Because Issues search runs at ~2,000 QPS (≈160 M queries/day) and issues URLs are routinely bookmarked, shared, and linked, the rollout emphasized correctness + performance parity over feature delivery. Validation used three layered techniques: (a) the existing unit + integration test suite re-run against the new module behind a feature flag, toggled both on and off to confirm GraphQL/REST API contract invariance; (b) dark-shipping — for 1% of production searches the query ran against both systems in a background job and result-count differences (within ≤1 s of each other) were logged and triaged; (c) performance comparison via systems/scientist, GitHub's open-source library for safely running old-vs-new critical paths side by side. Rollout minimized blast radius by integrating only with the GraphQL API and the per-repo Issues tab first, then extending to the Issues dashboard and REST API after confidence grew. A hard product cap of five nesting levels came out of customer interviews as the utility-vs-usability sweet spot.

Key takeaways

  1. Rewriting query languages into ASTs is the structural move that unlocks nesting. A flat list of filter:value terms implicitly AND-joined has no place to hold a recursive tree; you can bolt comma-OR onto one field (GitHub's 2021 stopgap for label:a,b) but you can't lift it to arbitrary fields without changing the intermediate representation. The 2025 rewrite's first enabling step was replacing the parsed representation with an AST. (Source: this article.) Generalization captured in patterns/ast-based-query-generation.

  2. PEG grammars (via parslet) are the pragmatic Ruby move for expressing a query syntax that has to cover both legacy flat queries and nested boolean queries. The post ships a simplified boolean-algebra example from parslet: and_operation is right-recursive on primary, or_operation is right-recursive on and_operation, primary recurses back into or_operation inside parentheses, and the root rule is the lowest-precedence (or_operation) — the standard operator-precedence encoding in a PEG. Backward compatibility is achieved by having the grammar accept legacy filter-lists as a sub-rule, not by maintaining two parsers. (Source: this article.)

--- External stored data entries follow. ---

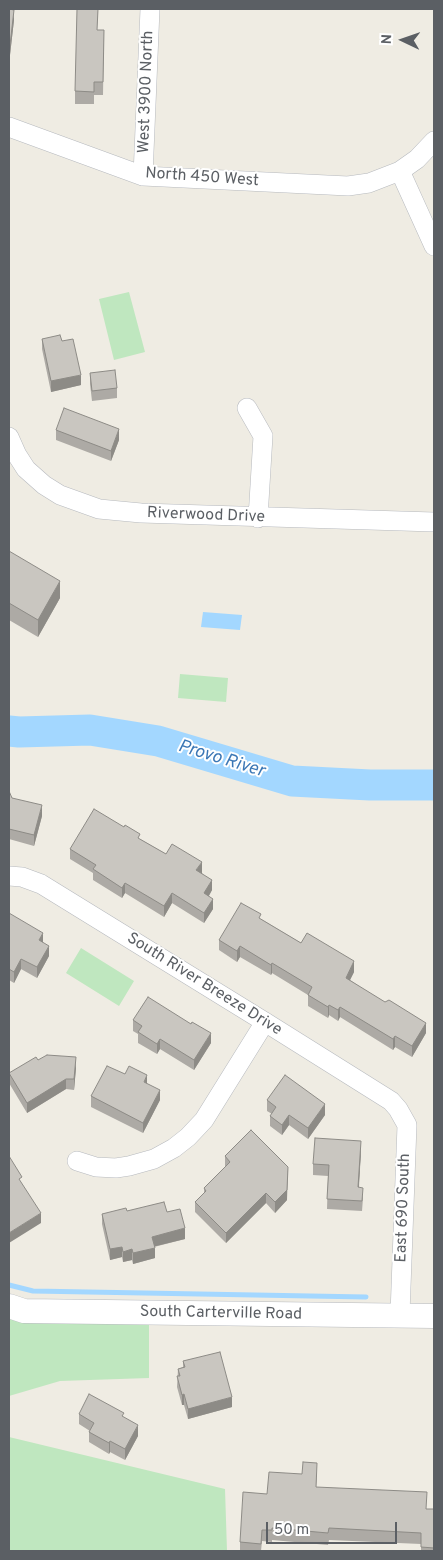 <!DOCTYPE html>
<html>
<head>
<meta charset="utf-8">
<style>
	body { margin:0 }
	#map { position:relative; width:443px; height:1560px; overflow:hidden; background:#efece3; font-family:Overpass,sans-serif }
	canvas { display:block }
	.frame { position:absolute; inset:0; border:10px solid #5b5f64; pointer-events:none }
	.north { position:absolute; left:378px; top:15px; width:50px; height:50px; -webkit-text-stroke:4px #fff; paint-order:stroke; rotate:273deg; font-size:14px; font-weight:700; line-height:20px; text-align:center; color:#5b5f64 }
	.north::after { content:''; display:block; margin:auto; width:18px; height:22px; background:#5b5f64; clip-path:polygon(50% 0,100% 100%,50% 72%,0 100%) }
	.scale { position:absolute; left:266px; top:1522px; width:131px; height:22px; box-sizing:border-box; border:2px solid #5b5f64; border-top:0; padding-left:6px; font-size:15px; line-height:18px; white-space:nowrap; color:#5b5f64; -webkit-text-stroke:4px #fff; paint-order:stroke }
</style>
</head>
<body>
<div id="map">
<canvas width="443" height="1560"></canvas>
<div class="frame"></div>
<div class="north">N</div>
<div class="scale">50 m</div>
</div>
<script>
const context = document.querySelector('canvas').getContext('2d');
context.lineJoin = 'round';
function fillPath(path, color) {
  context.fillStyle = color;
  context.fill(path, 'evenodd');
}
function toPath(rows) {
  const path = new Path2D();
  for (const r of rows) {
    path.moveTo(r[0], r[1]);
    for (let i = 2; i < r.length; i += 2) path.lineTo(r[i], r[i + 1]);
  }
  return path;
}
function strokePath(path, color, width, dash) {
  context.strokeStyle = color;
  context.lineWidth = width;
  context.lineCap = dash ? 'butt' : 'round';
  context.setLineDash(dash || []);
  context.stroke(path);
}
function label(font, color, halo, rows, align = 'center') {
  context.font = font + ' Overpass,sans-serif';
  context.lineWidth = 4;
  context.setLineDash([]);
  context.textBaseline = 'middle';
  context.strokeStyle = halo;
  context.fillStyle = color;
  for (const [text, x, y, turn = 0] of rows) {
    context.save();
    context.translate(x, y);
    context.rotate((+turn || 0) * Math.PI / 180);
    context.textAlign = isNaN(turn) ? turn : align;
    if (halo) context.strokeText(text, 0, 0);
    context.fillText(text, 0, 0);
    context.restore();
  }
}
const green = toPath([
	[129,292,145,352,114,360,99,299],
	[180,674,228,678,226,702,178,698],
	[81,948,134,981,119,1006,66,973],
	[9,1314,149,1319,149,1378,60,1381,9,1396],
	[9,1437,225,1489,227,1551,9,1551]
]);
const water = toPath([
	[203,612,242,615,240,630,201,627]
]);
const stream = toPath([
	[9,1285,33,1291,366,1297]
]);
const river = toPath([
	[9,731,19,732,90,730,158,741,292,781,370,785,434,785]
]);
const minor = toPath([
	[9,127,143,176,348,186,369,183,400,171,417,159,434,141],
	[400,171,434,246],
	[143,176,150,9],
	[247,408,263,436,258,518],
	[9,437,17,455,26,469,44,485,60,495,99,509,141,513,434,522],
	[9,876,22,877,41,884,265,1022,391,1101,398,1109,407,1125,400,1314],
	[77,1161,96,1167,116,1168,129,1166,154,1159,174,1148,188,1137,204,1120,265,1022]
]);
const tertiary = toPath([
	[9,1306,24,1311,434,1316]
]);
const wall = toPath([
	[9,9,14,20,10,55,9,55],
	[98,9,97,30,104,30,103,95,94,95,94,104,75,104,75,91],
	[42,339,62,341,81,385,51,392,42,349],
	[90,373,117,388,117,398,92,401,90,384],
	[56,430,119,440,111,461,56,440],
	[9,551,60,598,38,637,9,620],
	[9,791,12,798,42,816,34,846,9,839],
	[140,839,166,854,202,873,212,890,209,896,213,909,204,923,172,903,164,917,125,893,122,898,93,880,93,873,70,859,70,849],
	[9,913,43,942,49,956,37,978,21,969,14,983,9,980],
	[261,919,301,943,354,972,350,980,426,1033,412,1057,395,1047,393,1050,340,1017,338,1021,329,1015,328,1018,308,1006,308,995,272,973,271,975,240,957,237,962,219,950,219,940],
	[133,1020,211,1043,194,1070,160,1049,157,1054,138,1043,138,1034,133,1031],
	[38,1060,76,1068,74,1090,66,1089,27,1113,9,1083,9,1073],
	[125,1074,160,1100,143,1133,91,1107,91,1096],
	[267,1100,325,1115,308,1139,289,1125,282,1135,270,1126,270,1116,272,1114,267,1111],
	[361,1151,359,1187,363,1198,362,1211,327,1209,328,1176,313,1175,313,1164],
	[225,1156,287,1200,275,1213,266,1203,226,1243,195,1212,195,1202,204,1193,204,1188,225,1167],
	[127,1211,167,1212,185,1239,154,1247,155,1258,133,1264,132,1260,123,1262,122,1257,110,1260,102,1224,102,1214],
	[183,1361,232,1407,188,1419,184,1405,182,1405,177,1387,178,1369,183,1367],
	[79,1414,124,1418,138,1436,125,1460,110,1452,109,1454,89,1442,89,1432,90,1431,79,1424],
	[317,1475,316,1487,427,1509,434,1509,434,1551,421,1551,421,1544,329,1540,328,1545,272,1540,272,1542,262,1541,261,1551,240,1551,240,1542,267,1494]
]);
const shadedWall = toPath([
	[14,10,14,20,10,55,10,45],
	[81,375,81,385,51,392,51,381],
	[119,429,119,440,111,461,111,451],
	[60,581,60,598,38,637,38,620],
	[42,805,42,816,34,846,34,835],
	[202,862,202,873,196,881,196,870],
	[212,880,212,890,204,904,204,893],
	[125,883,125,893,122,898,122,888],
	[172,893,172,903,164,917,164,906],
	[213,899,213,909,204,923,204,913],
	[43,933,43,944,39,940],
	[49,946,49,956,37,978,37,967],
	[240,946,240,957,237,962,237,951],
	[21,959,21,969,14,983,14,972],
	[354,961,354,972,346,988,346,978],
	[272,963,272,973,271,975,271,965],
	[329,1005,329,1015,328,1018,328,1007],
	[340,1007,340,1017,338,1021,338,1010],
	[426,1023,426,1033,412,1057,412,1046],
	[211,1033,211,1043,194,1070,194,1060],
	[395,1036,395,1047,393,1050,393,1039],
	[160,1039,160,1049,157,1054,157,1044],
	[76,1057,76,1068,74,1090,74,1079],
	[147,1075,147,1086,144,1082],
	[66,1079,66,1089,27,1113,27,1103],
	[160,1090,160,1100,143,1133,143,1123],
	[325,1104,325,1115,308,1139,308,1128],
	[289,1115,289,1125,282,1135,282,1125],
	[361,1141,361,1151,358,1198,358,1187],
	[288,1167,287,1200,275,1213,275,1202],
	[266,1193,266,1203,226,1243,226,1233],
	[41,1213,41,1223,9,1243,9,1233],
	[185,1228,185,1239,152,1247,152,1237],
	[122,1247,122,1257,110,1260,110,1249],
	[155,1248,155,1258,133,1264,133,1253],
	[132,1249,132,1260,123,1262,123,1252],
	[184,1394,184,1405,182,1405,182,1395],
	[232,1397,232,1407,188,1419,188,1409],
	[138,1425,138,1436,125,1460,125,1449],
	[110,1441,110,1452,109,1454,109,1443]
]);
const building = toPath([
	[9,9,14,10,10,45,9,45,9,9],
	[77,9,98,9,97,30,104,30,103,82,94,82,94,92,75,91,77,9],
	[60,335,62,341,73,339,81,375,51,381,42,339,60,335],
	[115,370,117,388,92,391,90,373,115,370],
	[64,408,119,429,111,451,56,430,64,408],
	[9,551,60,581,38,620,9,603,9,551],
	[9,791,12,798,42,805,34,835,9,829,9,791],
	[94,809,124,827,125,825,140,834,138,838,166,854,172,844,202,862,196,870,212,880,204,893,213,899,204,913,172,893,164,906,125,883,122,888,93,869,96,865,70,849,94,809],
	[241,903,261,914,259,918,301,943,307,933,354,961,346,978,385,1002,389,1000,426,1023,412,1046,395,1036,393,1039,340,1007,338,1010,329,1005,328,1007,308,995,312,987,272,963,271,965,240,946,237,951,219,940,241,903],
	[9,913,43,933,39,940,49,946,37,967,21,959,14,972,9,969,9,913],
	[148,997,191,1024,192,1022,211,1033,194,1060,160,1039,157,1044,138,1032,142,1026,133,1020,148,997],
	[47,1055,76,1057,74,1079,66,1079,27,1103,9,1073,36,1057,38,1060,47,1055],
	[107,1066,125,1074,129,1066,147,1075,144,1082,160,1090,143,1123,91,1096,107,1066],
	[285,1075,325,1104,308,1128,289,1115,282,1125,270,1116,276,1107,267,1100,285,1075],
	[251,1130,288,1167,287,1190,275,1202,266,1193,226,1233,195,1202,206,1191,204,1188,230,1162,225,1156,251,1130],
	[315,1138,361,1141,358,1187,363,1188,362,1201,327,1199,329,1165,313,1164,315,1138],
	[9,1156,22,1177,19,1179,41,1213,9,1233,9,1156],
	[164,1202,167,1212,180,1209,185,1228,152,1237,155,1248,133,1253,132,1249,123,1252,122,1247,110,1249,102,1214,126,1208,127,1211,164,1202],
	[220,1352,232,1397,188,1409,184,1394,182,1395,177,1376,180,1376,178,1369,185,1367,183,1361,220,1352],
	[89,1394,124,1413,122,1416,138,1425,125,1449,110,1441,109,1443,89,1432,94,1423,79,1414,89,1394],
	[303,1462,317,1463,316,1487,427,1492,426,1509,434,1509,434,1548,421,1547,421,1533,329,1528,328,1533,272,1528,272,1530,262,1530,261,1544,240,1542,243,1492,267,1494,269,1472,302,1474,303,1462]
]);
const streetNames = [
	["West 3900 North",147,92,-88],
	["North 450 West",202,178,4],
	["Riverwood Drive",206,516,2],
	["South River Breeze Drive",204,985,32],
	["East 690 South",404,1208,-88],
	["South Carterville Road",221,1314,1]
];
const waterNames = [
	["Provo River",221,760,17]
];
fillPath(green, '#bfe7bf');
fillPath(water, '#a3d7ff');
strokePath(stream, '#a3d7ff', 5);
strokePath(river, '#a3d7ff', 31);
strokePath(minor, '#b6b9be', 20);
strokePath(tertiary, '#b6b9be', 25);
strokePath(minor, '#fff', 19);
strokePath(tertiary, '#fff', 24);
fillPath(wall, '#adaaa5');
fillPath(shadedWall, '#8d8b86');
fillPath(building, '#c9c6c0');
strokePath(building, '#8d8b86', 1);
label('16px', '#5b5f64', '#fff', streetNames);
label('italic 18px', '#3b77b5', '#fff', waterNames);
</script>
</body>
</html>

  3. Elasticsearch's bool-query DSL is the natural codomain for a boolean AST. AND → must, OR → should, NOT → should_not — a recursive traversal of the AST builds a matching nested bool query tree, with filter-term leaves (author:monalisa) compiling to Elasticsearch term / terms / prefix clauses. The post shows the before/after: one AST node per boolean operator becomes one nested bool object in the query document. GitHub reuses the smaller-piece query builders from the old system as the leaf case of the recursion. (Source: this article.) Generalization: any system whose backend is systems/elasticsearch or an Elasticsearch-compatible engine (OpenSearch) gets this map essentially for free once it has an AST.

  4. Dark-shipping with result-count deltas is a viable behavior-parity harness at 2 kQPS. For 1% of Issues searches, GitHub ran the user's query through both the old and new modules in a background job (so the user sees only the old result) and logged the diff when the number of results disagreed, conditioned on both runs happening within ≤1 s. The post explicitly flags that picking result count was a first-iteration proxy — not a deep equality check — chosen because users are only "surprised" when the count moves, and because counts are cheap to log. Differences drove bug fixes before GA. (Source: this article.) Generalization: patterns/dark-ship-for-behavior-parity — distinct from data-pipeline shadow migration (which is batch, offline, reconciled as dataset stats) because this runs inside the live request path against a production workload stream.

  5. systems/scientist remains GitHub's load-bearing comparison library for critical-path refactors. The original 2016 open-source tool was used here to compare performance of equivalent queries on a 1% sample; it handles timing, error routing, and diff logging for "running experimental code alongside trusted code." The post names it explicitly: "We used scientist, GitHub's open source Ruby library, for carefully refactoring critical paths." (Source: this article.) patterns/performance-comparison-with-scientist is the generalized pattern.

  6. Blast radius was bounded by API surface, not traffic percent. The new search rolled out first to the GraphQL API and the per-repo Issues tab UI — two surfaces where bookmarked URLs are less common and users tend to re-author queries. Only after confidence built did it extend to the Issues dashboard (2025-04-02 changelog) and the REST API (2025-03-06 changelog). This is a surface-first rollout: limit the set of code paths that can see the new behaviour, not just the fraction of requests. Orthogonal to — and composed with — the feature-flag + percent-of-traffic rollout on each surface. (Source: this article + the linked GitHub changelog posts.)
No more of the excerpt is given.